(Supplied material Opens)
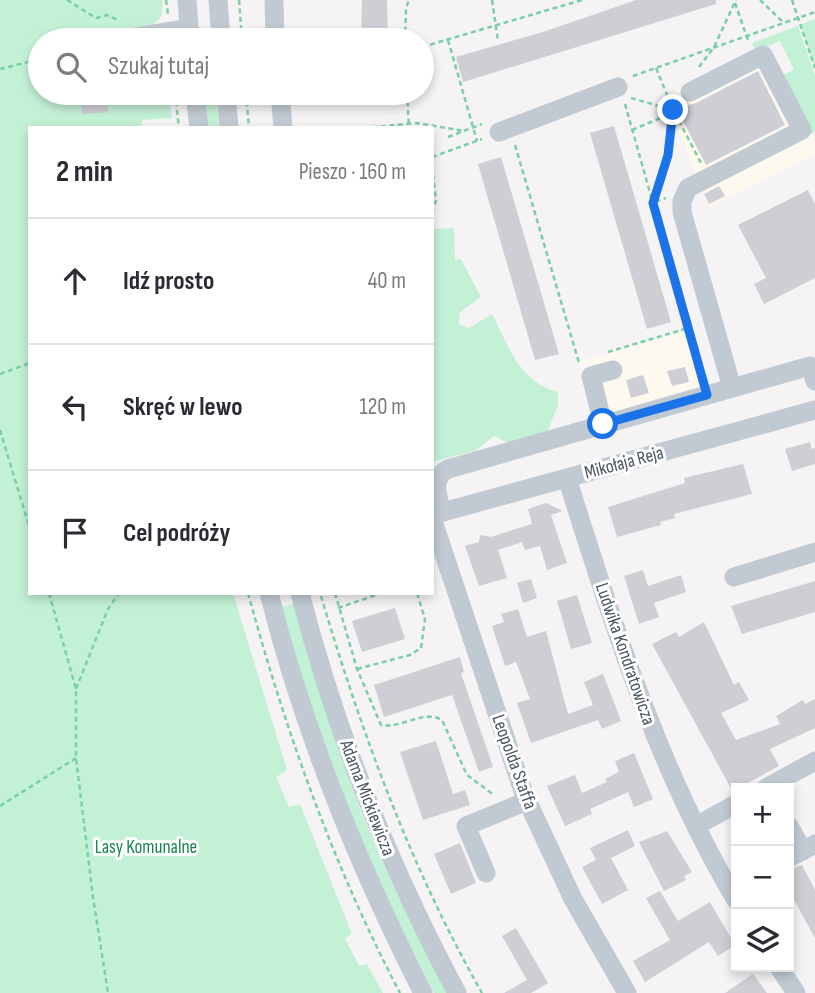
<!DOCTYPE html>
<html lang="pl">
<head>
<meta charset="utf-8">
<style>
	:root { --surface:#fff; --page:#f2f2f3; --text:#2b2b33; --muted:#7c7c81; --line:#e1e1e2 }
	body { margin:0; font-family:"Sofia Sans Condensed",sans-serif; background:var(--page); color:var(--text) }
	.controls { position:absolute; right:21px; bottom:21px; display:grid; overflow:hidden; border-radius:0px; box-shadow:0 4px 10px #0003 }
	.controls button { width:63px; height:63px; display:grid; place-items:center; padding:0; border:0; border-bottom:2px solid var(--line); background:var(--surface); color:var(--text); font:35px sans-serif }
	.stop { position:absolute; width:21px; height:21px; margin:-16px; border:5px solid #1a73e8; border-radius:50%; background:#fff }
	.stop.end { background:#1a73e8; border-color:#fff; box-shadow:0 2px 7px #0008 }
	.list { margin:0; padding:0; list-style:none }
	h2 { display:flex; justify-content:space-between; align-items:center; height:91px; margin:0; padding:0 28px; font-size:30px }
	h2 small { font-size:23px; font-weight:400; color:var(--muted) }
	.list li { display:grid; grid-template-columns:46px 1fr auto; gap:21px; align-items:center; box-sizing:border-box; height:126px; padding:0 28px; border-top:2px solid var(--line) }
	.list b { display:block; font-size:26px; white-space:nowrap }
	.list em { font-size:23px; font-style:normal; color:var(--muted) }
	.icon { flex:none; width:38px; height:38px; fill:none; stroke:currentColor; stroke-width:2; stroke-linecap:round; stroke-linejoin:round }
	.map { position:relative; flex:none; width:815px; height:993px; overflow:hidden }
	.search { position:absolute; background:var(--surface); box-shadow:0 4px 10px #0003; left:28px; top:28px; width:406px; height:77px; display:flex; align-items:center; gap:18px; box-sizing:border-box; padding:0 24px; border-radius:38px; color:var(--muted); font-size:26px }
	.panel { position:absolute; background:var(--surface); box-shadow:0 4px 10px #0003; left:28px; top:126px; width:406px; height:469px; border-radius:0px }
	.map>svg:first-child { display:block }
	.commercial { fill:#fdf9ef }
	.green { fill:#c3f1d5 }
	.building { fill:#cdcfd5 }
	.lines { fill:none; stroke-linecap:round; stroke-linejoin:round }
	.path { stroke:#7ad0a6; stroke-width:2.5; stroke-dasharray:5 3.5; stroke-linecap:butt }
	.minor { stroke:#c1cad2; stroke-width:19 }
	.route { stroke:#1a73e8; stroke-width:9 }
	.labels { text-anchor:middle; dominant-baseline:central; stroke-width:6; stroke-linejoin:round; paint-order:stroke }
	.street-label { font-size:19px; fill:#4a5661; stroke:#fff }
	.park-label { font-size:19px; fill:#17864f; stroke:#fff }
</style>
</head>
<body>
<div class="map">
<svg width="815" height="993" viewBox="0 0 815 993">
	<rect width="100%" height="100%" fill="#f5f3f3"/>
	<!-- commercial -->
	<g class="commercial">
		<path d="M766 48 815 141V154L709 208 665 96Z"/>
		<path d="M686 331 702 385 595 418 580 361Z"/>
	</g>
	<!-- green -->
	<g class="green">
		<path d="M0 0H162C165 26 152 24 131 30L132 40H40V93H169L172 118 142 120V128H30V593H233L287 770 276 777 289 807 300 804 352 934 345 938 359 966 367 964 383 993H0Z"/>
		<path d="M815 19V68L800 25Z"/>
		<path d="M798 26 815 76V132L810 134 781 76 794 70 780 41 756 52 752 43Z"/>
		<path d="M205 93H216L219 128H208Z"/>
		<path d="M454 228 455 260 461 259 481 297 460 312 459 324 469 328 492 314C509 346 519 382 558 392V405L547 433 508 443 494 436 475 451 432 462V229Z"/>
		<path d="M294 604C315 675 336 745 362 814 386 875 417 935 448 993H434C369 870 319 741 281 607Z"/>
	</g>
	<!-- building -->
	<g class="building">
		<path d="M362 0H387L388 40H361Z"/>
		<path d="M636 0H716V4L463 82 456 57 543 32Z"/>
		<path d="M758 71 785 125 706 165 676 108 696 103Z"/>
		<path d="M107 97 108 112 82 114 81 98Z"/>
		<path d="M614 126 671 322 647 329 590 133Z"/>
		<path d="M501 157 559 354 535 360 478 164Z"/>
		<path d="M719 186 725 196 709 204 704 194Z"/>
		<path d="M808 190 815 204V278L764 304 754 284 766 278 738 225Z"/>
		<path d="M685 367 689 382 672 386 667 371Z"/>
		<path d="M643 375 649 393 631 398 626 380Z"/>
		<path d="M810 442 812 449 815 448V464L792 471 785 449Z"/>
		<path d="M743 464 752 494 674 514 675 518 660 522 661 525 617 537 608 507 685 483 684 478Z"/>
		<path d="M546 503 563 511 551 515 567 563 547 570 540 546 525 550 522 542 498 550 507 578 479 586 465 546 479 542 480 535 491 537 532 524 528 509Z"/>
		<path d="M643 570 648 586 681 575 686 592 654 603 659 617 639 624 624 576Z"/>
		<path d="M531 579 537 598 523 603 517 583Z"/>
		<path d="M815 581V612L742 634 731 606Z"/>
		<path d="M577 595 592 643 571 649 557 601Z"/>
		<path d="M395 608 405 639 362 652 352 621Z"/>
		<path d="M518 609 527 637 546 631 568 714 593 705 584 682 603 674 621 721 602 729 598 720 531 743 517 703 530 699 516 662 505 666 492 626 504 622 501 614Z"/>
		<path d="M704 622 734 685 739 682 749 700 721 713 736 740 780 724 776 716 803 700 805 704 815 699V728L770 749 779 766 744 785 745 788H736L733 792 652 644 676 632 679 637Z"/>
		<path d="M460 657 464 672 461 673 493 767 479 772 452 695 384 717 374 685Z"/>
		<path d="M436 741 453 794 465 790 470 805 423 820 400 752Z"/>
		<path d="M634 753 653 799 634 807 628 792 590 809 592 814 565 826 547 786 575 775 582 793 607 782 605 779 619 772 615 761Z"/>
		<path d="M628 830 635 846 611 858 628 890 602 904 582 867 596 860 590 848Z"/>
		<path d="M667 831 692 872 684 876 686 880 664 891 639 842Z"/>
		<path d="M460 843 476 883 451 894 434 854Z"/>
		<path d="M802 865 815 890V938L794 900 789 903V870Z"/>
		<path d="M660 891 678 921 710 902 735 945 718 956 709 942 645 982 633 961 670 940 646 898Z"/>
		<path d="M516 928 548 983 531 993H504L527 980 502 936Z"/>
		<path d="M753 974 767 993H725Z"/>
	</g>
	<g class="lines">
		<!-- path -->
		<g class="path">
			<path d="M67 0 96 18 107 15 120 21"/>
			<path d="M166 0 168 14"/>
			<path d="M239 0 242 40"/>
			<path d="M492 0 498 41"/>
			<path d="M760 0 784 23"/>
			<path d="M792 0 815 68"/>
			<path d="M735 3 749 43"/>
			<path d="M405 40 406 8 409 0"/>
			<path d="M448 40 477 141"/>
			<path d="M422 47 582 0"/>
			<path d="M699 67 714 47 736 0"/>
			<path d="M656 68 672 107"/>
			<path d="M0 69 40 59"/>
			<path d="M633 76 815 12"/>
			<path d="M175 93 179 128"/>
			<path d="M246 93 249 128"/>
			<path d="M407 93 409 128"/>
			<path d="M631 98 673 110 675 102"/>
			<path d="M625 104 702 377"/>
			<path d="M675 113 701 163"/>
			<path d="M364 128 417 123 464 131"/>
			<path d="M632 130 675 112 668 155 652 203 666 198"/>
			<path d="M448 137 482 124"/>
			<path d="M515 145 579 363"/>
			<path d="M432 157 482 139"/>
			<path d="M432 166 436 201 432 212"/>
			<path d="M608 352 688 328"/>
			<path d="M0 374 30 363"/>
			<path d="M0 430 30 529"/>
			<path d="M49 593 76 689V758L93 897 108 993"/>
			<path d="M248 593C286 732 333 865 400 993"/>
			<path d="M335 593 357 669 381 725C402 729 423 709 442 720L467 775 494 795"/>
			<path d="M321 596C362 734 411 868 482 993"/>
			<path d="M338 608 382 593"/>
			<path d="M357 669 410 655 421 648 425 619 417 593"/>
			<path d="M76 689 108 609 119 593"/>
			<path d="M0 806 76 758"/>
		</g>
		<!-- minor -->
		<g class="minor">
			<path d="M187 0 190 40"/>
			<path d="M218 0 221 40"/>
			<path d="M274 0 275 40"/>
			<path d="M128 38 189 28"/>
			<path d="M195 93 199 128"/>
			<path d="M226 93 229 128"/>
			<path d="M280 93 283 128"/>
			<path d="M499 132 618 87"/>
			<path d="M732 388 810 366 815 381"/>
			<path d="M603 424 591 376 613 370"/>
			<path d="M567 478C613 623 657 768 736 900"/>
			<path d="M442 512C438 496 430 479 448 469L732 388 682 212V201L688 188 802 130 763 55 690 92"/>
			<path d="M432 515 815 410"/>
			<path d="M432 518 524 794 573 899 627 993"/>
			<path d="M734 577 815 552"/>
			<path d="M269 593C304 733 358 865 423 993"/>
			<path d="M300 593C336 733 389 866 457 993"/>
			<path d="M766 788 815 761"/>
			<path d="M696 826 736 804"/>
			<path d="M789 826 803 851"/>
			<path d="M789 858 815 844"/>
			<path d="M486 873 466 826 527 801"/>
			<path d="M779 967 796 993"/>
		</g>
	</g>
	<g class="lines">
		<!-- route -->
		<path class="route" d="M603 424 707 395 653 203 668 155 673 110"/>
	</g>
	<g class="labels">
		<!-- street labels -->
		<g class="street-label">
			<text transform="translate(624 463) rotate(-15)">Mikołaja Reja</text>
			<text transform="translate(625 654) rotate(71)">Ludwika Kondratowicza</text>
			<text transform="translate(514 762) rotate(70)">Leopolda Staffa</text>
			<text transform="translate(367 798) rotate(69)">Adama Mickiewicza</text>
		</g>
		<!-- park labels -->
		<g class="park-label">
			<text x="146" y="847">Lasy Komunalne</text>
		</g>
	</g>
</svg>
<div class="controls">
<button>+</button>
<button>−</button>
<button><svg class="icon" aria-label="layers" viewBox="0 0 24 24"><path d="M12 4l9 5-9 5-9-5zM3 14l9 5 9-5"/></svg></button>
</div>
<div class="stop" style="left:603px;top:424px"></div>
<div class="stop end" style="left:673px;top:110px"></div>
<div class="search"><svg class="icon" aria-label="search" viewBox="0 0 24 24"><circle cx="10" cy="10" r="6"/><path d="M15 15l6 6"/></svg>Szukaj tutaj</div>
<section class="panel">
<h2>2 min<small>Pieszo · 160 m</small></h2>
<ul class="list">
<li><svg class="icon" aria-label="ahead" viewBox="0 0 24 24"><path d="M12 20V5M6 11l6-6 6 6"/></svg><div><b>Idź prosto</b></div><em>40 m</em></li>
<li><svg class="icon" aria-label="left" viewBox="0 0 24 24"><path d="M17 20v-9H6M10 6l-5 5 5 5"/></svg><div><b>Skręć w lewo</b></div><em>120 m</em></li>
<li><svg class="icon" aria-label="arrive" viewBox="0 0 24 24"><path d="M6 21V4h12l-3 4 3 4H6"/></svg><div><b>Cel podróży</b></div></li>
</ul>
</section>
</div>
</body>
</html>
(Supplied material Closes)
(How to complete this task):
Among the lines above, which ones include the word "list"? Copy them.

(Task solution):
	.list { margin:0; padding:0; list-style:none }
	.list li { display:grid; grid-template-columns:46px 1fr auto; gap:21px; align-items:center; box-sizing:border-box; height:126px; padding:0 28px; border-top:2px solid var(--line) }
	.list b { display:block; font-size:26px; white-space:nowrap }
	.list em { font-size:23px; font-style:normal; color:var(--muted) }
<ul class="list">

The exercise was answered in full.